Material supplied Start Marker
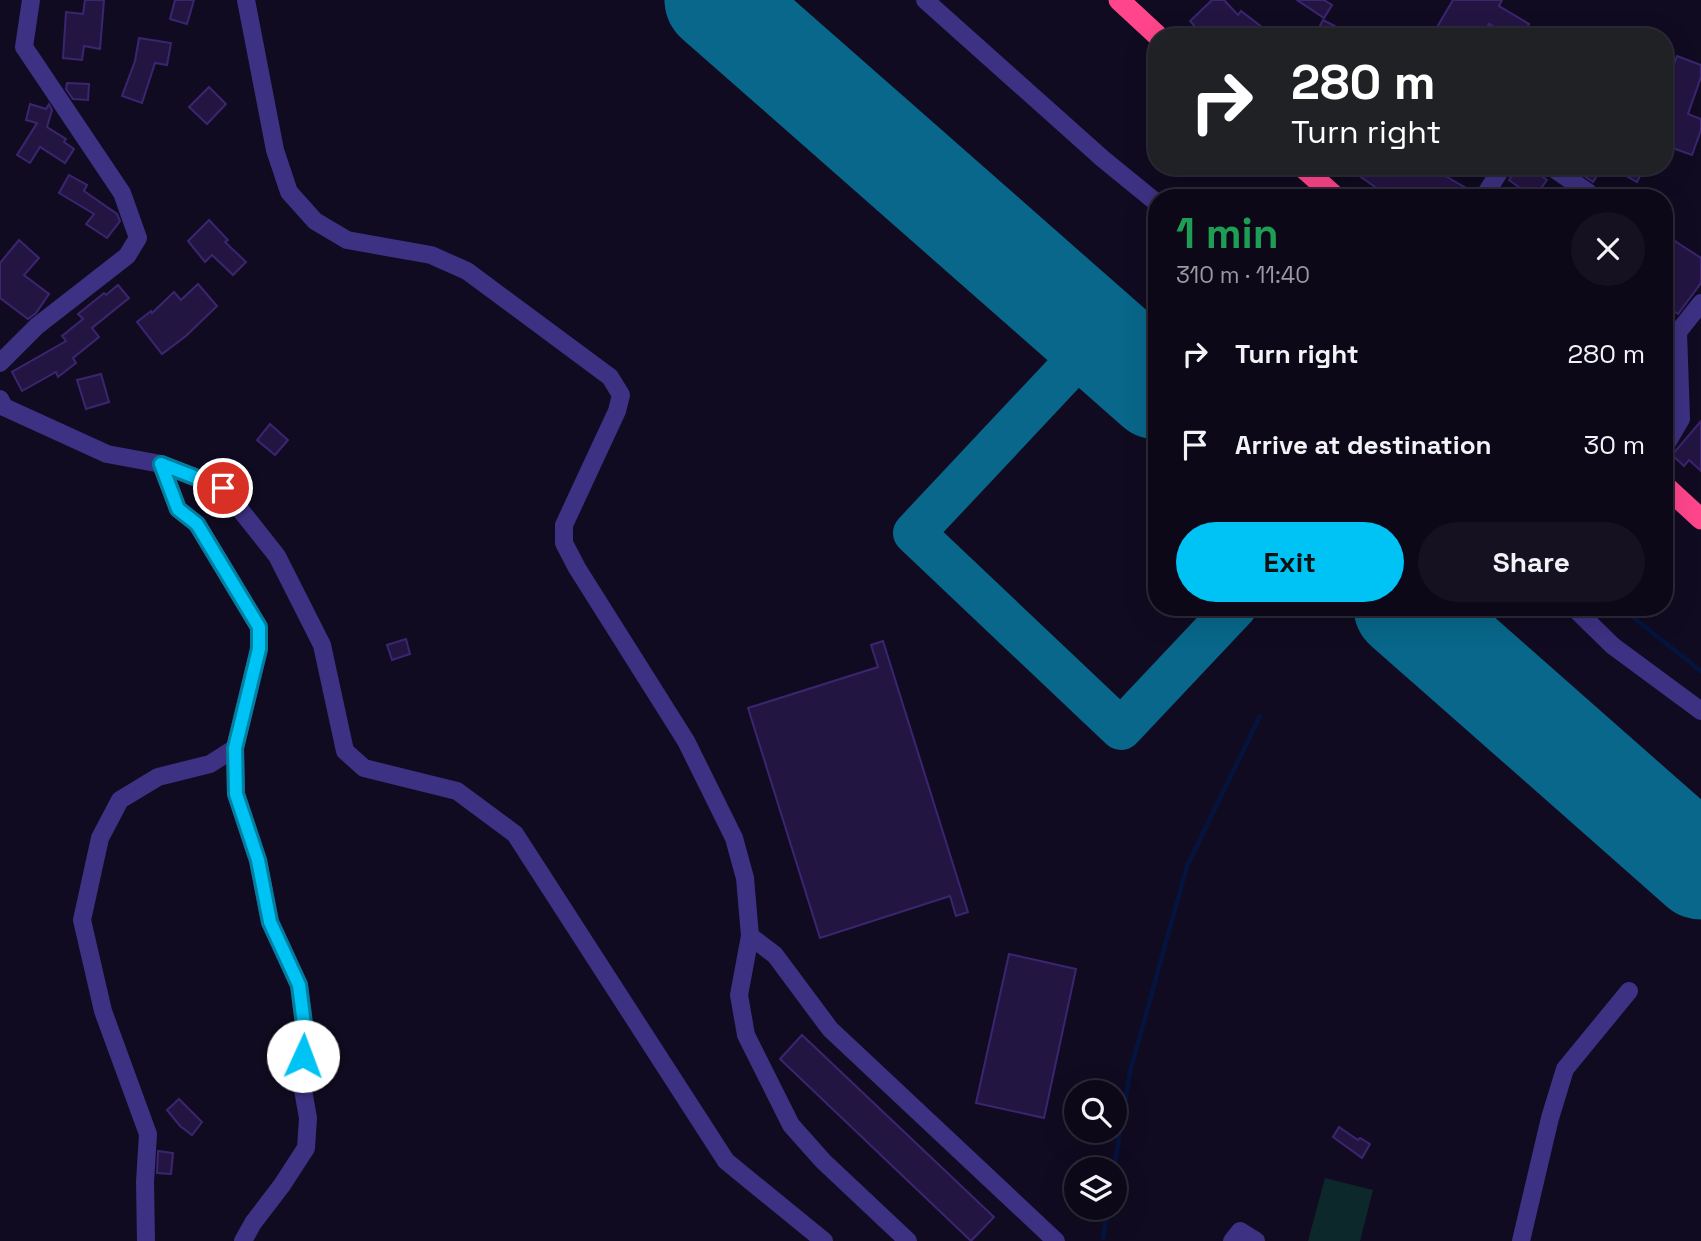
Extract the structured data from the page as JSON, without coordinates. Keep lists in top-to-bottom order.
{
  "page": {
    "turn": ["280 m", "Turn right"],
    "heading": ["1 min", "310 m · 11:40"],
    "list": [
      {
        "name": "Turn right",
        "value": "280 m"
      },
      {
        "name": "Arrive at destination",
        "value": "30 m"
      }
    ],
    "buttons": ["Exit", "Share"]
  }
}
Material supplied End Marker
■ Work required
Would you please repeat each record exactly? Leave the pictures out.

■ Solution for this problem
Extract the structured data from the page as JSON, without coordinates. Keep lists in top-to-bottom order.
{
  "page": {
    "turn": ["280 m", "Turn right"],
    "heading": ["1 min", "310 m · 11:40"],
    "list": [
      {
        "name": "Turn right",
        "value": "280 m"
      },
      {
        "name": "Arrive at destination",
        "value": "30 m"
      }
    ],
    "buttons": ["Exit", "Share"]
  }
}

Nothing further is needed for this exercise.